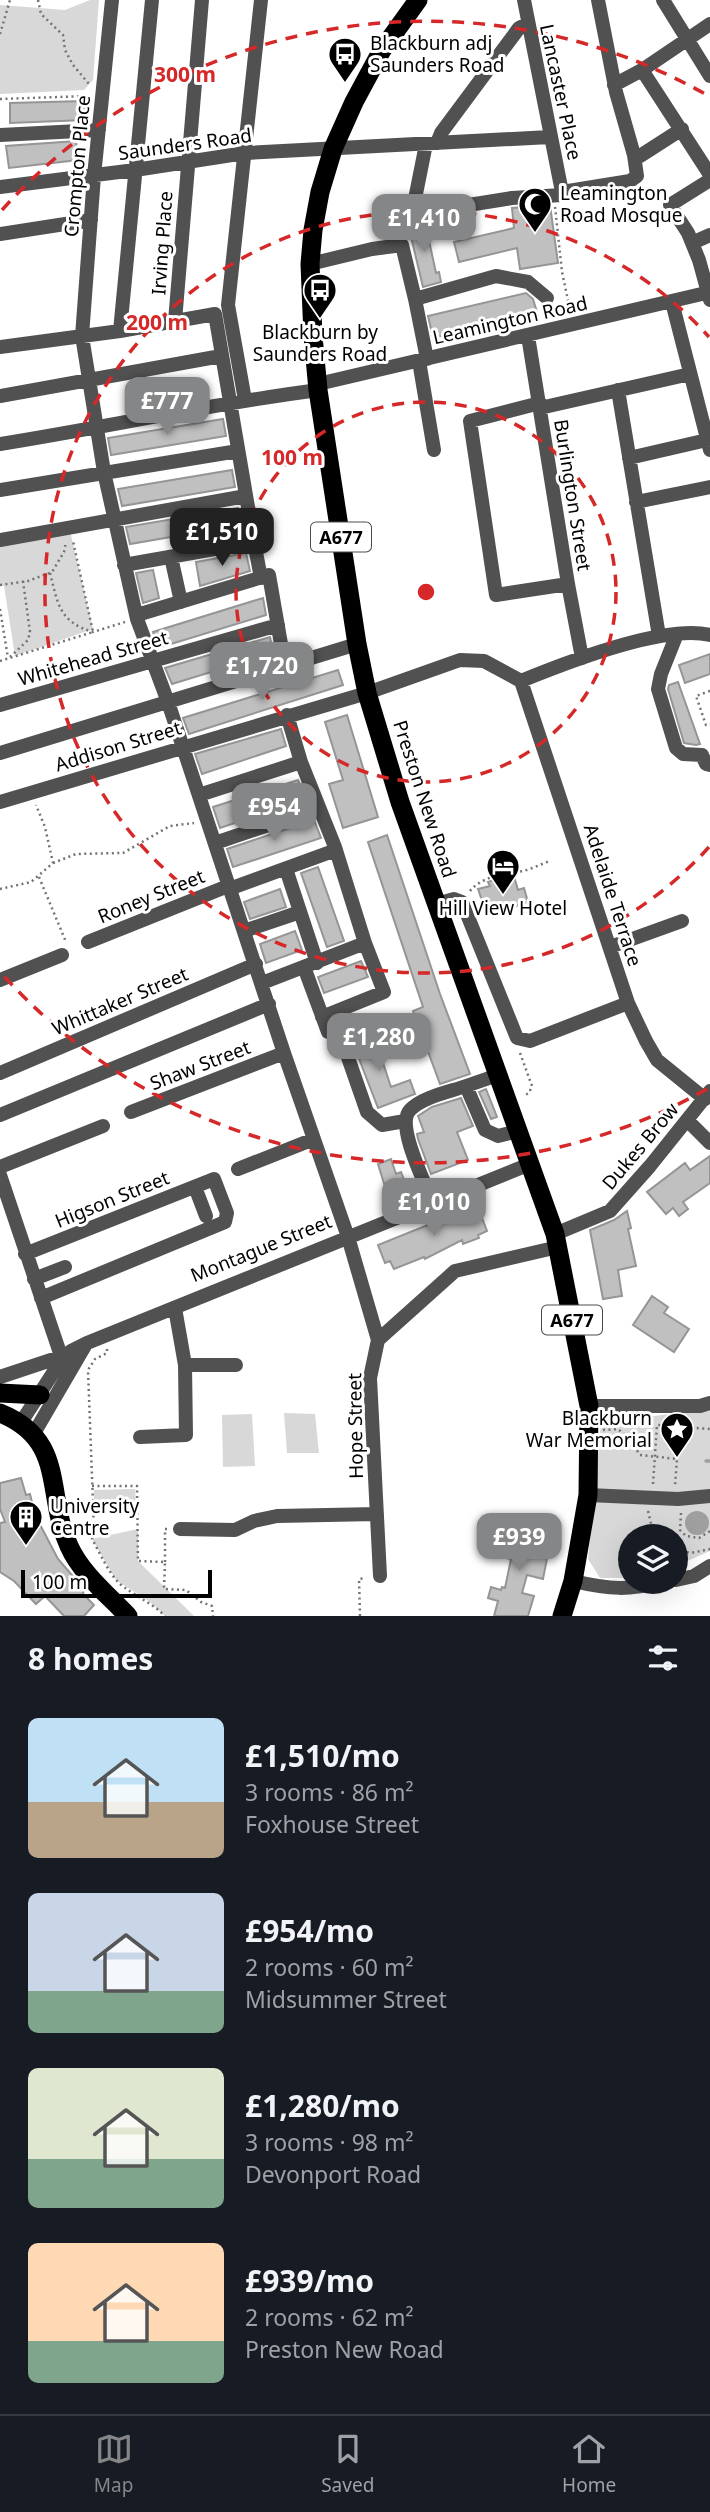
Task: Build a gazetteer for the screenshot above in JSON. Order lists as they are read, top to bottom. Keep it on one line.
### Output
{"streets":{"highway":["A677","Preston New Road"],"street":["Lancaster Place","Saunders Road","Crompton Place","Irving Place","Leamington Road","Burlington Street","Whitehead Street","Addison Street","Adelaide Terrace","Roney Street","Whittaker Street","Shaw Street","Dukes Brow","Higson Street","Montague Street","Hope Street"]},"crossings":[["Lancaster Place","Saunders Road"],["Saunders Road","Crompton Place"],["Saunders Road","Irving Place"],["Saunders Road","Preston New Road"],["Crompton Place","Leamington Road"],["Crompton Place","Whitehead Street"],["Crompton Place","Addison Street"],["Crompton Place","Hope Street"],["Leamington Road","Burlington Street"],["Leamington Road","Preston New Road"],["Addison Street","Preston New Road"],["Preston New Road","Dukes Brow"],["Preston New Road","Montague Street"],["Adelaide Terrace","Dukes Brow"],["Roney Street","Hope Street"],["Whittaker Street","Hope Street"],["Shaw Street","Hope Street"],["Dukes Brow","Hope Street"],["Montague Street","Hope Street"]],"places":{"bus stop":["Blackburn adj Saunders Road","Blackburn by Saunders Road"],"mosque":["Leamington Road Mosque"],"hotel":["Hill View Hotel"],"place":["Blackburn War Memorial"],"building":["University Centre"]},"scale_bar":"100 m","page":{"price":["£1,410","£777","£1,510","£1,720","£954","£1,280","£1,010","£939"],"scale":"100 m","heading":"8 homes","list":[{"name":"£1,510/mo","note":"3 rooms · 86 m² · Foxhouse Street"},{"name":"£954/mo","note":"2 rooms · 60 m² · Midsummer Street"},{"name":"£1,280/mo","note":"3 rooms · 98 m² · Devonport Road"},{"name":"£939/mo","note":"2 rooms · 62 m² · Preston New Road"}],"tabs":["Map","Saved","Home"]},"rings":["300 m","200 m","100 m"]}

-------

• [Aim of the task]: Omit any images, then output the listing exactly.

• [Answer box]:
Task: Build a gazetteer for the screenshot above in JSON. Order lists as they are read, top to bottom. Keep it on one line.
### Output
{"streets":{"highway":["A677","Preston New Road"],"street":["Lancaster Place","Saunders Road","Crompton Place","Irving Place","Leamington Road","Burlington Street","Whitehead Street","Addison Street","Adelaide Terrace","Roney Street","Whittaker Street","Shaw Street","Dukes Brow","Higson Street","Montague Street","Hope Street"]},"crossings":[["Lancaster Place","Saunders Road"],["Saunders Road","Crompton Place"],["Saunders Road","Irving Place"],["Saunders Road","Preston New Road"],["Crompton Place","Leamington Road"],["Crompton Place","Whitehead Street"],["Crompton Place","Addison Street"],["Crompton Place","Hope Street"],["Leamington Road","Burlington Street"],["Leamington Road","Preston New Road"],["Addison Street","Preston New Road"],["Preston New Road","Dukes Brow"],["Preston New Road","Montague Street"],["Adelaide Terrace","Dukes Brow"],["Roney Street","Hope Street"],["Whittaker Street","Hope Street"],["Shaw Street","Hope Street"],["Dukes Brow","Hope Street"],["Montague Street","Hope Street"]],"places":{"bus stop":["Blackburn adj Saunders Road","Blackburn by Saunders Road"],"mosque":["Leamington Road Mosque"],"hotel":["Hill View Hotel"],"place":["Blackburn War Memorial"],"building":["University Centre"]},"scale_bar":"100 m","page":{"price":["£1,410","£777","£1,510","£1,720","£954","£1,280","£1,010","£939"],"scale":"100 m","heading":"8 homes","list":[{"name":"£1,510/mo","note":"3 rooms · 86 m² · Foxhouse Street"},{"name":"£954/mo","note":"2 rooms · 60 m² · Midsummer Street"},{"name":"£1,280/mo","note":"3 rooms · 98 m² · Devonport Road"},{"name":"£939/mo","note":"2 rooms · 62 m² · Preston New Road"}],"tabs":["Map","Saved","Home"]},"rings":["300 m","200 m","100 m"]}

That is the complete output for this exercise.